▸ **Data to process**

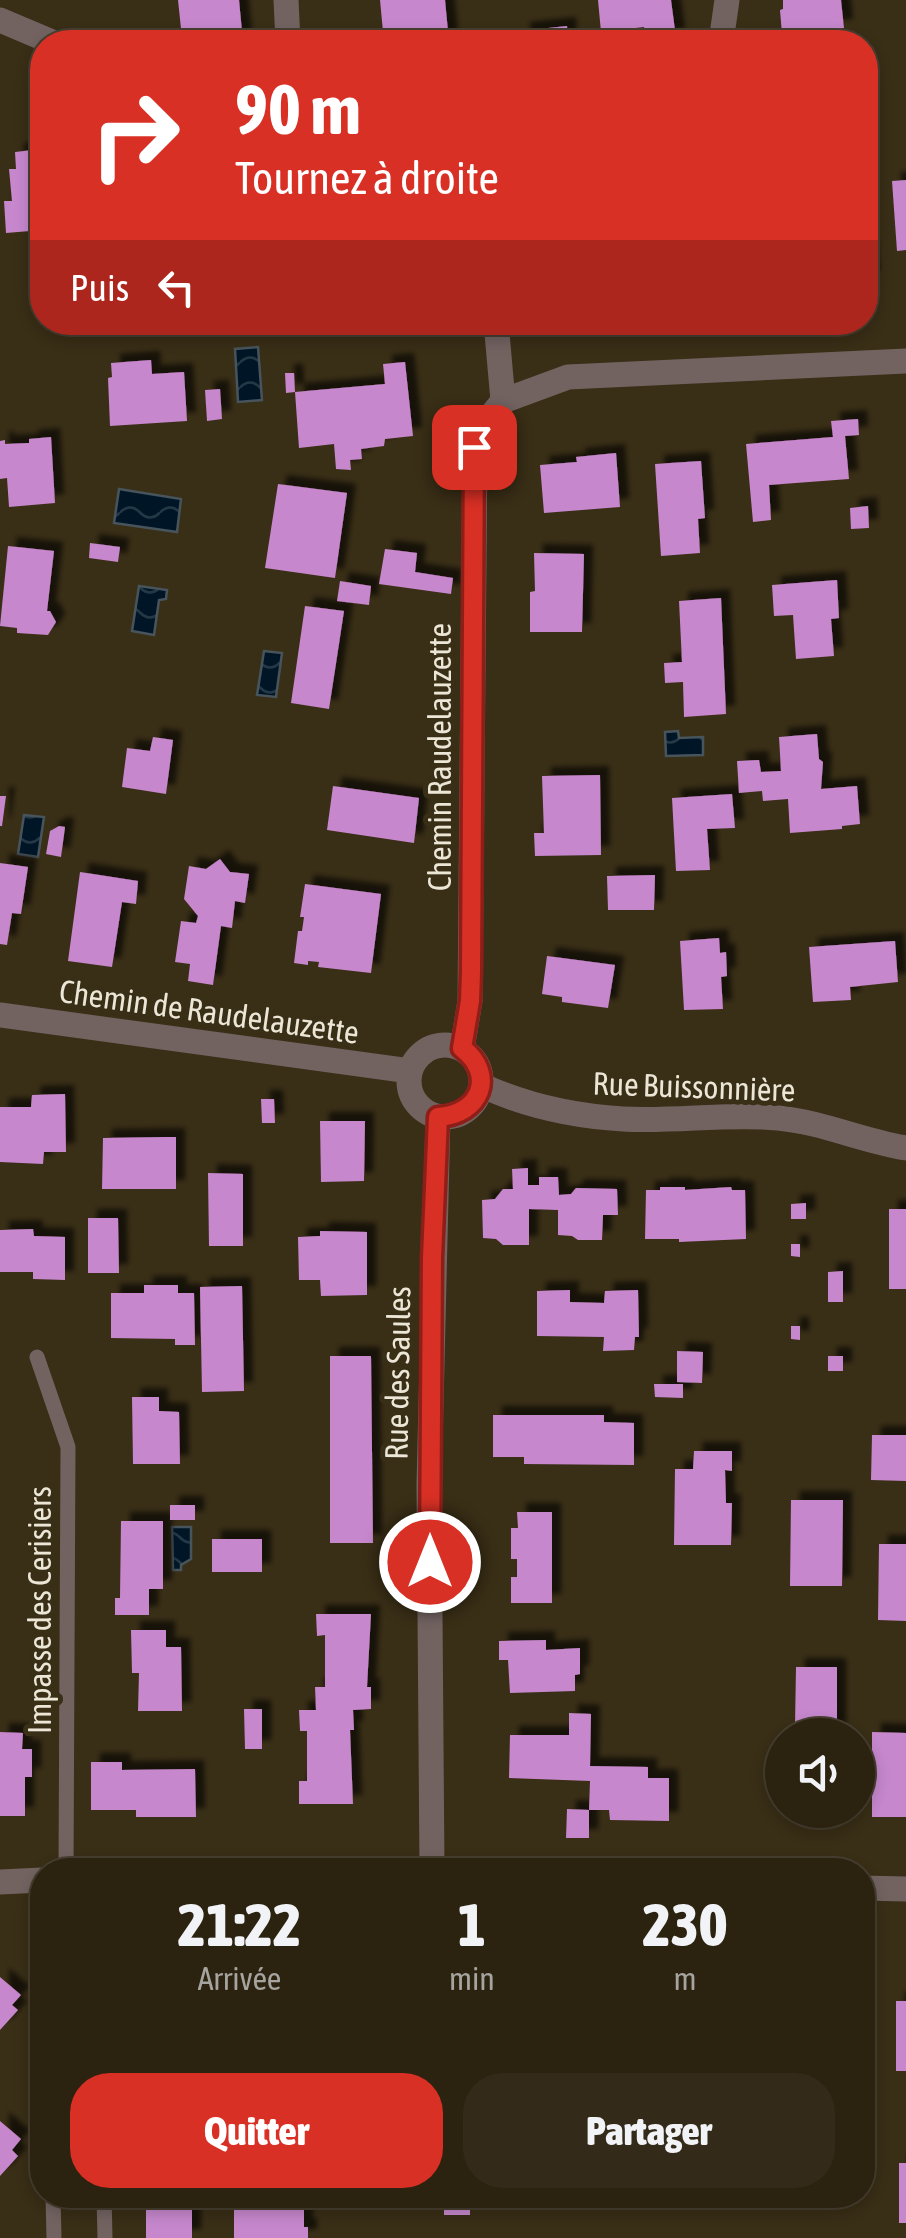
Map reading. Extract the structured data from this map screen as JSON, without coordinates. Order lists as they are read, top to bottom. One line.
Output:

--

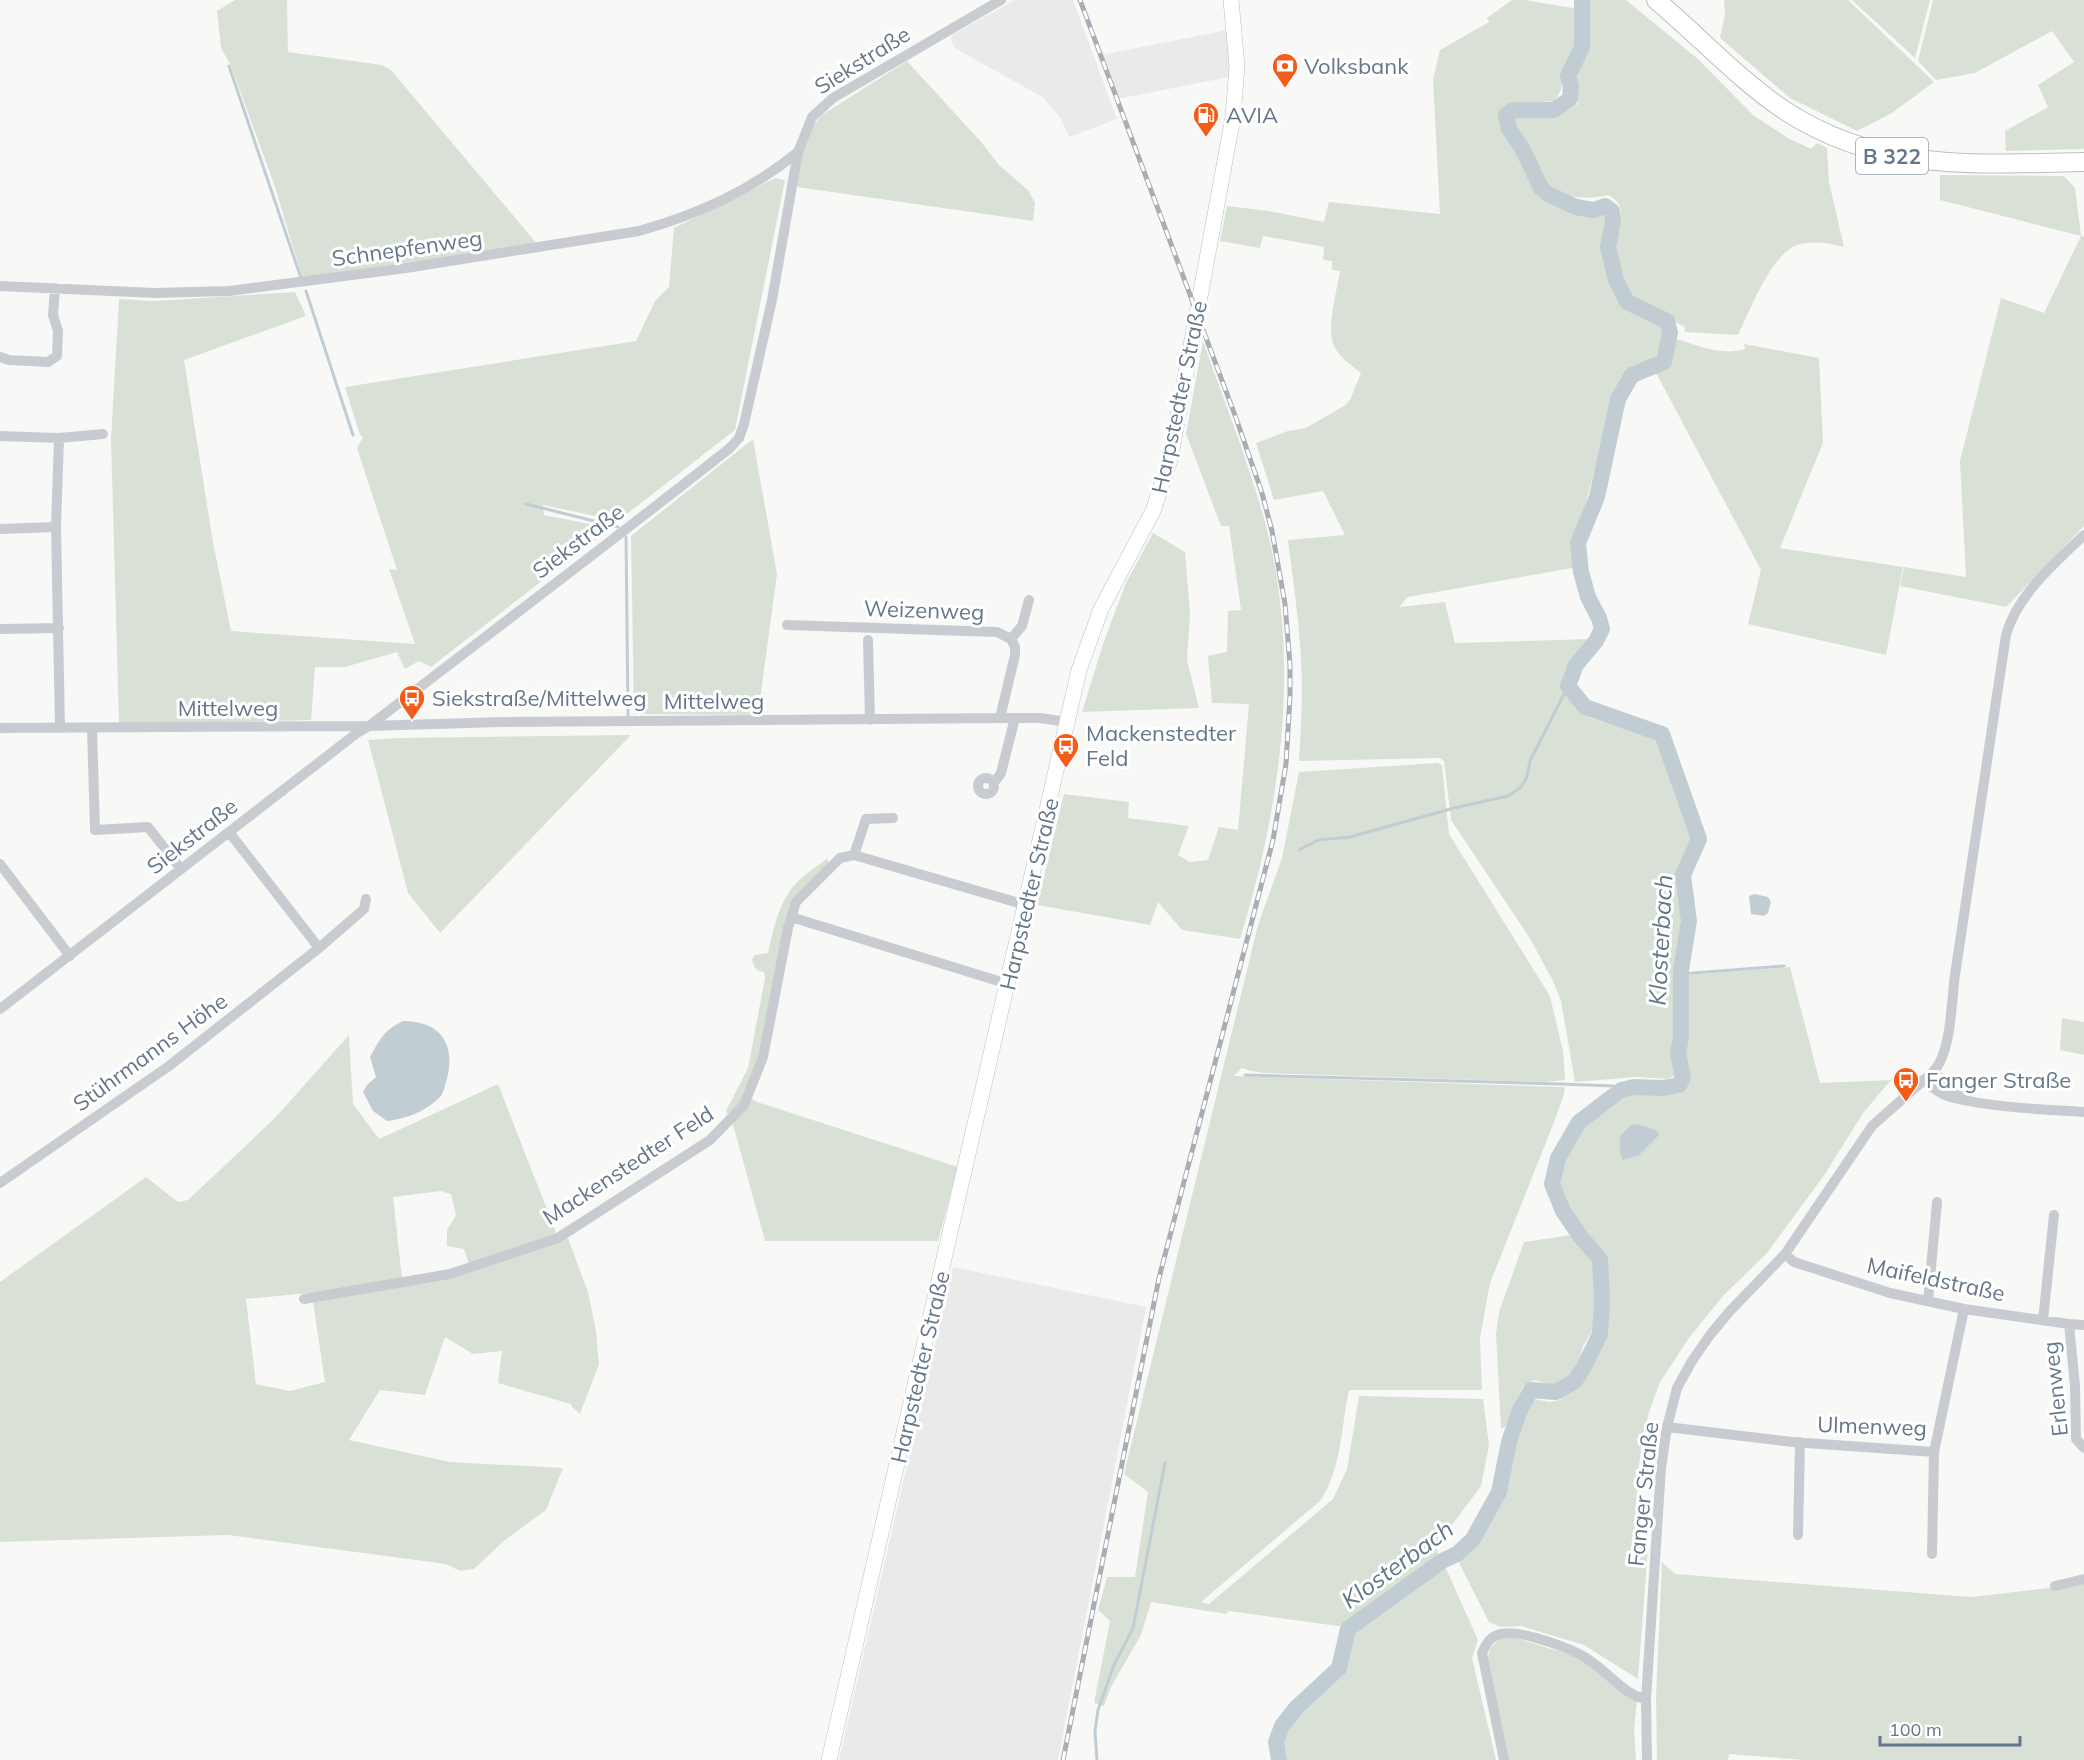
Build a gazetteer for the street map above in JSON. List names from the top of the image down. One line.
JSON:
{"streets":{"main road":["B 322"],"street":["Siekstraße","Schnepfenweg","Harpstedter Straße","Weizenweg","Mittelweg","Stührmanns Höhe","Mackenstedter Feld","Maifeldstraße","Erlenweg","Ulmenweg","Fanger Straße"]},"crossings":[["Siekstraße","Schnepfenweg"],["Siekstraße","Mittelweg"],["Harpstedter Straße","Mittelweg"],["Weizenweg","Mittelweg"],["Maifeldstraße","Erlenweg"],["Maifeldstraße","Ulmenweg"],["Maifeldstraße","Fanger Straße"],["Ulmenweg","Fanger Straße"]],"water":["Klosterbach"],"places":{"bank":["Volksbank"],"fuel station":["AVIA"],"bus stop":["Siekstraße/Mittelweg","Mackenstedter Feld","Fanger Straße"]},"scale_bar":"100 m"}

▸ **Exercise directions**
Return each line of the data where the word "from" appears.

▸ **Result of the exercise**
Map reading. Extract the structured data from this map screen as JSON, without coordinates. Order lists as they are read, top to bottom. One line.
Build a gazetteer for the street map above in JSON. List names from the top of the image down. One line.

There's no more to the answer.